*EXERCISE REQUIREMENTS*. Here is a listing. Write it all out again exactly, but not its pictures.

[Start of Attachment]

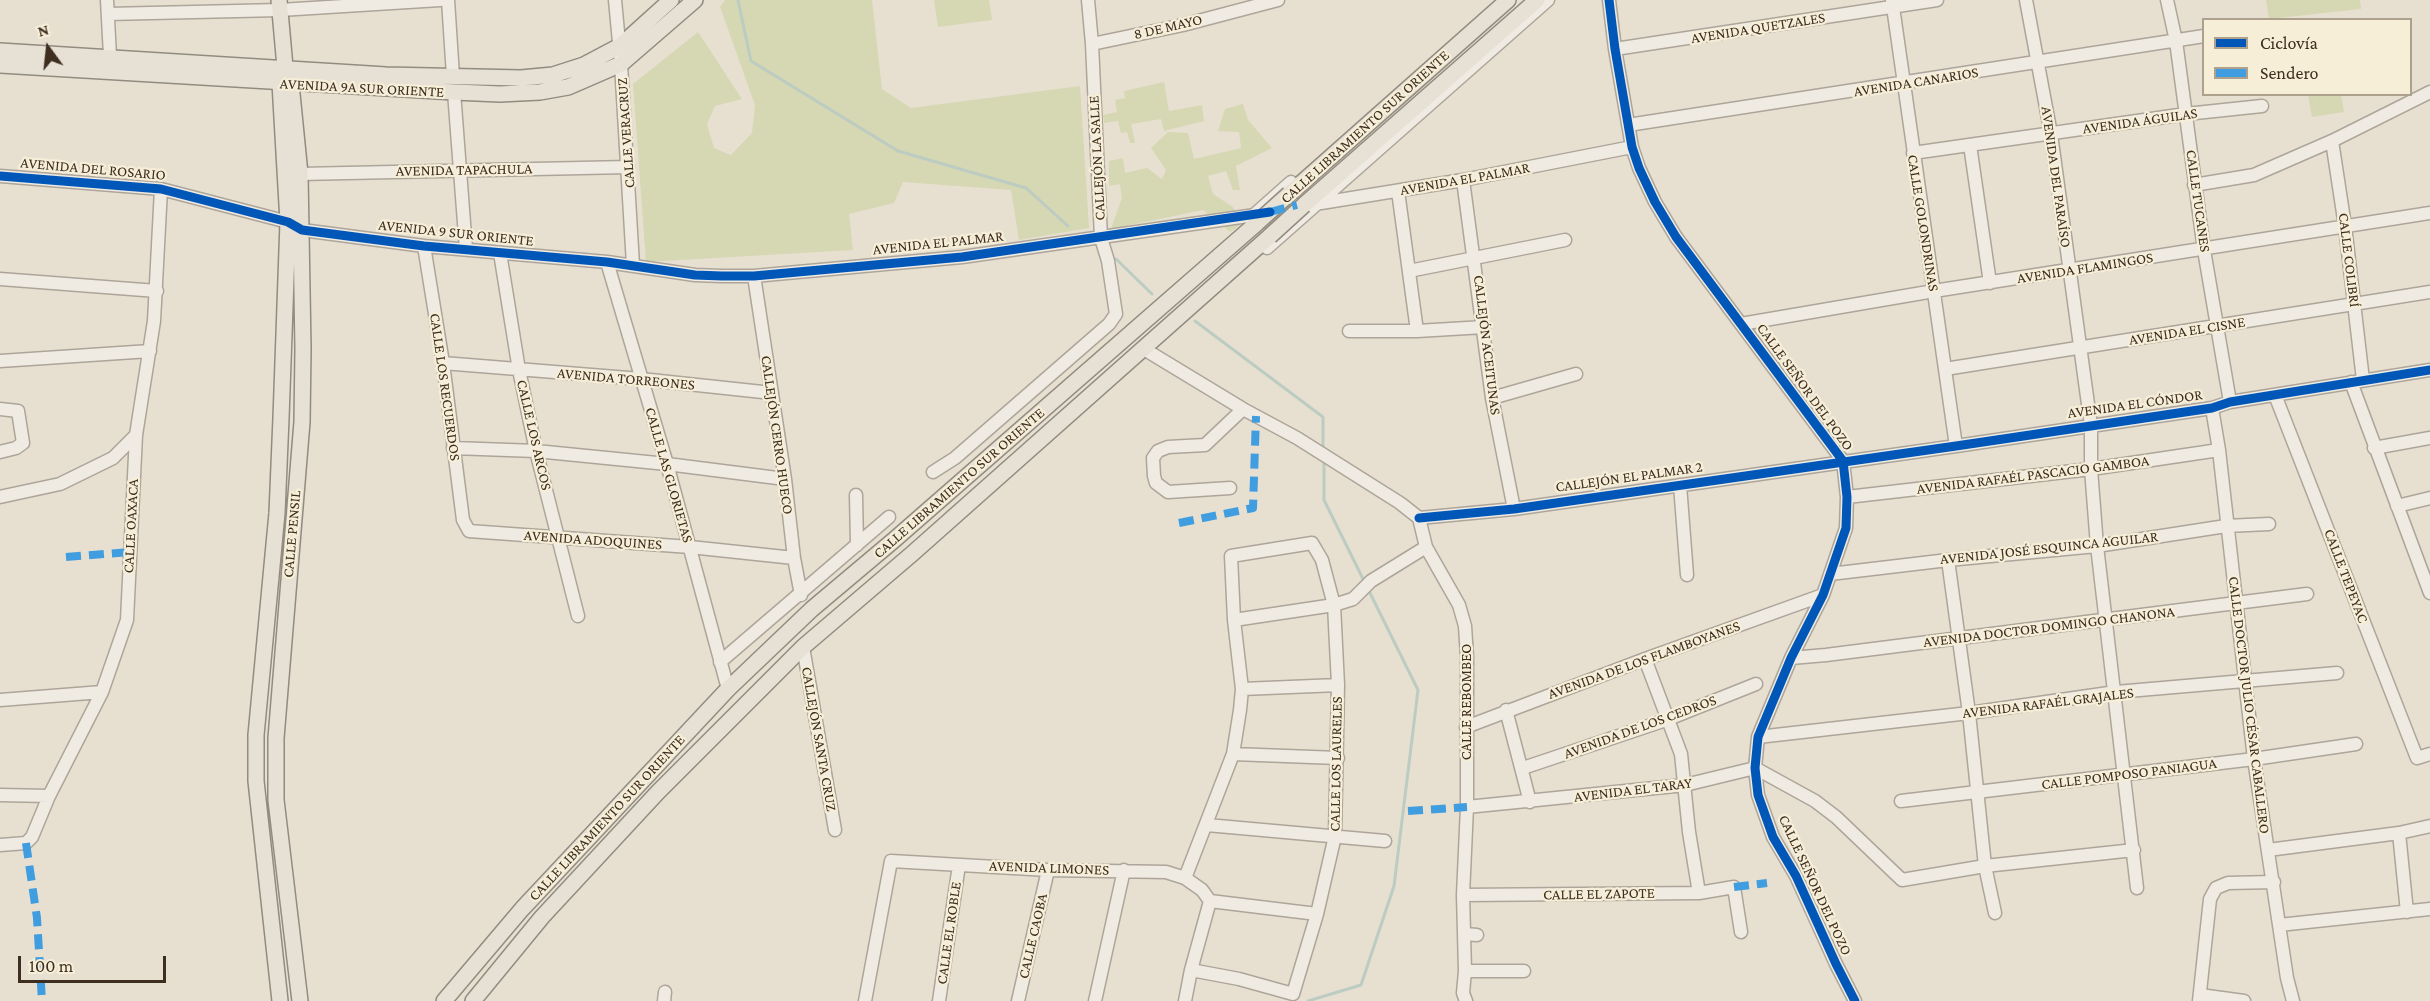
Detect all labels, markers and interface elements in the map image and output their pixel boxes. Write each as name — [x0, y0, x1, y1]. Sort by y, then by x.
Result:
street label: AVENIDA QUETZALES — [1690, 8, 1826, 48]
street label: 8 DE MAYO — [1132, 10, 1204, 44]
north arrow — [18, 18, 78, 78]
legend — [2202, 18, 2412, 96]
text: N — [36, 21, 51, 40]
text: Ciclovía — [2260, 33, 2318, 53]
street label: CALLE LIBRAMIENTO SUR ORIENTE — [1277, 46, 1453, 208]
street label: AVENIDA CANARIOS — [1852, 63, 1980, 101]
text: Sendero — [2260, 63, 2318, 83]
street label: AVENIDA 9A SUR ORIENTE — [279, 75, 445, 101]
street label: CALLE VERACRUZ — [613, 77, 639, 189]
street label: CALLEJÓN LA SALLE — [1085, 95, 1109, 221]
street label: AVENIDA ÁGUILAS — [2081, 104, 2199, 138]
street label: AVENIDA DEL PARAÍSO — [2037, 105, 2075, 249]
street label: CALLE TUCANES — [2182, 149, 2214, 253]
street label: CALLE GOLONDRINAS — [1903, 153, 1943, 293]
street label: AVENIDA DEL ROSARIO — [20, 154, 166, 184]
street label: AVENIDA EL PALMAR — [1399, 159, 1531, 199]
street label: AVENIDA TAPACHULA — [395, 160, 533, 180]
street label: CALLE COLIBRÍ — [2334, 212, 2364, 308]
street label: AVENIDA 9 SUR ORIENTE — [377, 216, 535, 250]
street label: AVENIDA EL PALMAR — [872, 227, 1004, 259]
street label: AVENIDA FLAMINGOS — [2016, 248, 2154, 288]
street label: CALLEJÓN ACEITUNAS — [1469, 274, 1505, 416]
street label: CALLE LOS RECUERDOS — [426, 312, 464, 462]
street label: AVENIDA EL CISNE — [2128, 313, 2246, 349]
street label: CALLE SEÑOR DEL POZO — [1753, 320, 1857, 454]
street label: CALLEJÓN CERRO HUECO — [757, 354, 797, 516]
street label: AVENIDA TORREONES — [556, 364, 696, 394]
street label: CALLE LOS ARCOS — [513, 378, 555, 492]
street label: AVENIDA EL CÓNDOR — [2066, 386, 2204, 422]
street label: CALLE LIBRAMIENTO SUR ORIENTE — [870, 404, 1048, 562]
street label: CALLE LAS GLORIETAS — [641, 405, 697, 545]
street label: AVENIDA RAFAÉL PASCACIO GAMBOA — [1916, 452, 2150, 498]
street label: CALLEJÓN EL PALMAR 2 — [1554, 458, 1704, 496]
street label: CALLE OAXACA — [120, 478, 142, 574]
street label: CALLE PENSIL — [279, 490, 305, 578]
street label: AVENIDA ADOQUINES — [523, 526, 663, 554]
street label: CALLE TEPEYAC — [2320, 526, 2372, 626]
street label: AVENIDA JOSÉ ESQUINCA AGUILAR — [1939, 528, 2159, 568]
street label: CALLE DOCTOR JULIO CÉSAR CABALLERO — [2224, 575, 2274, 835]
street label: AVENIDA DOCTOR DOMINGO CHANONA — [1922, 603, 2176, 651]
street label: AVENIDA DE LOS FLAMBOYANES — [1545, 617, 1743, 703]
street label: CALLE REBOMBEO — [1457, 644, 1475, 760]
street label: CALLEJÓN SANTA CRUZ — [797, 665, 841, 813]
street label: AVENIDA RAFAÉL GRAJALES — [1961, 684, 2135, 722]
street label: AVENIDA DE LOS CEDROS — [1561, 691, 1719, 763]
street label: CALLE LOS LAURELES — [1326, 696, 1346, 832]
street label: CALLE LIBRAMIENTO SUR ORIENTE — [525, 731, 689, 905]
street label: CALLE POMPOSO PANIAGUA — [2040, 754, 2218, 794]
street label: AVENIDA EL TARAY — [1573, 774, 1693, 806]
street label: CALLE SEÑOR DEL POZO — [1775, 812, 1855, 958]
street label: AVENIDA LIMONES — [989, 857, 1109, 879]
street label: CALLE EL ROBLE — [933, 880, 965, 986]
street label: CALLE EL ZAPOTE — [1543, 884, 1655, 904]
street label: CALLE CAOBA — [1014, 892, 1052, 980]
scale bar — [21, 944, 170, 982]
text: 100 m — [29, 956, 73, 976]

[End of Attachment]

*EXERCISE RESULT*.
Detect all labels, markers and interface elements in the map image and output their pixel boxes. Write each as name — [x0, y0, x1, y1]. Sort by y, then by x.
Result:
street label: AVENIDA QUETZALES — [1690, 8, 1826, 48]
street label: 8 DE MAYO — [1132, 10, 1204, 44]
north arrow — [18, 18, 78, 78]
legend — [2202, 18, 2412, 96]
text: N — [36, 21, 51, 40]
text: Ciclovía — [2260, 33, 2318, 53]
street label: CALLE LIBRAMIENTO SUR ORIENTE — [1277, 46, 1453, 208]
street label: AVENIDA CANARIOS — [1852, 63, 1980, 101]
text: Sendero — [2260, 63, 2318, 83]
street label: AVENIDA 9A SUR ORIENTE — [279, 75, 445, 101]
street label: CALLE VERACRUZ — [613, 77, 639, 189]
street label: CALLEJÓN LA SALLE — [1085, 95, 1109, 221]
street label: AVENIDA ÁGUILAS — [2081, 104, 2199, 138]
street label: AVENIDA DEL PARAÍSO — [2037, 105, 2075, 249]
street label: CALLE TUCANES — [2182, 149, 2214, 253]
street label: CALLE GOLONDRINAS — [1903, 153, 1943, 293]
street label: AVENIDA DEL ROSARIO — [20, 154, 166, 184]
street label: AVENIDA EL PALMAR — [1399, 159, 1531, 199]
street label: AVENIDA TAPACHULA — [395, 160, 533, 180]
street label: CALLE COLIBRÍ — [2334, 212, 2364, 308]
street label: AVENIDA 9 SUR ORIENTE — [377, 216, 535, 250]
street label: AVENIDA EL PALMAR — [872, 227, 1004, 259]
street label: AVENIDA FLAMINGOS — [2016, 248, 2154, 288]
street label: CALLEJÓN ACEITUNAS — [1469, 274, 1505, 416]
street label: CALLE LOS RECUERDOS — [426, 312, 464, 462]
street label: AVENIDA EL CISNE — [2128, 313, 2246, 349]
street label: CALLE SEÑOR DEL POZO — [1753, 320, 1857, 454]
street label: CALLEJÓN CERRO HUECO — [757, 354, 797, 516]
street label: AVENIDA TORREONES — [556, 364, 696, 394]
street label: CALLE LOS ARCOS — [513, 378, 555, 492]
street label: AVENIDA EL CÓNDOR — [2066, 386, 2204, 422]
street label: CALLE LIBRAMIENTO SUR ORIENTE — [870, 404, 1048, 562]
street label: CALLE LAS GLORIETAS — [641, 405, 697, 545]
street label: AVENIDA RAFAÉL PASCACIO GAMBOA — [1916, 452, 2150, 498]
street label: CALLEJÓN EL PALMAR 2 — [1554, 458, 1704, 496]
street label: CALLE OAXACA — [120, 478, 142, 574]
street label: CALLE PENSIL — [279, 490, 305, 578]
street label: AVENIDA ADOQUINES — [523, 526, 663, 554]
street label: CALLE TEPEYAC — [2320, 526, 2372, 626]
street label: AVENIDA JOSÉ ESQUINCA AGUILAR — [1939, 528, 2159, 568]
street label: CALLE DOCTOR JULIO CÉSAR CABALLERO — [2224, 575, 2274, 835]
street label: AVENIDA DOCTOR DOMINGO CHANONA — [1922, 603, 2176, 651]
street label: AVENIDA DE LOS FLAMBOYANES — [1545, 617, 1743, 703]
street label: CALLE REBOMBEO — [1457, 644, 1475, 760]
street label: CALLEJÓN SANTA CRUZ — [797, 665, 841, 813]
street label: AVENIDA RAFAÉL GRAJALES — [1961, 684, 2135, 722]
street label: AVENIDA DE LOS CEDROS — [1561, 691, 1719, 763]
street label: CALLE LOS LAURELES — [1326, 696, 1346, 832]
street label: CALLE LIBRAMIENTO SUR ORIENTE — [525, 731, 689, 905]
street label: CALLE POMPOSO PANIAGUA — [2040, 754, 2218, 794]
street label: AVENIDA EL TARAY — [1573, 774, 1693, 806]
street label: CALLE SEÑOR DEL POZO — [1775, 812, 1855, 958]
street label: AVENIDA LIMONES — [989, 857, 1109, 879]
street label: CALLE EL ROBLE — [933, 880, 965, 986]
street label: CALLE EL ZAPOTE — [1543, 884, 1655, 904]
street label: CALLE CAOBA — [1014, 892, 1052, 980]
scale bar — [21, 944, 170, 982]
text: 100 m — [29, 956, 73, 976]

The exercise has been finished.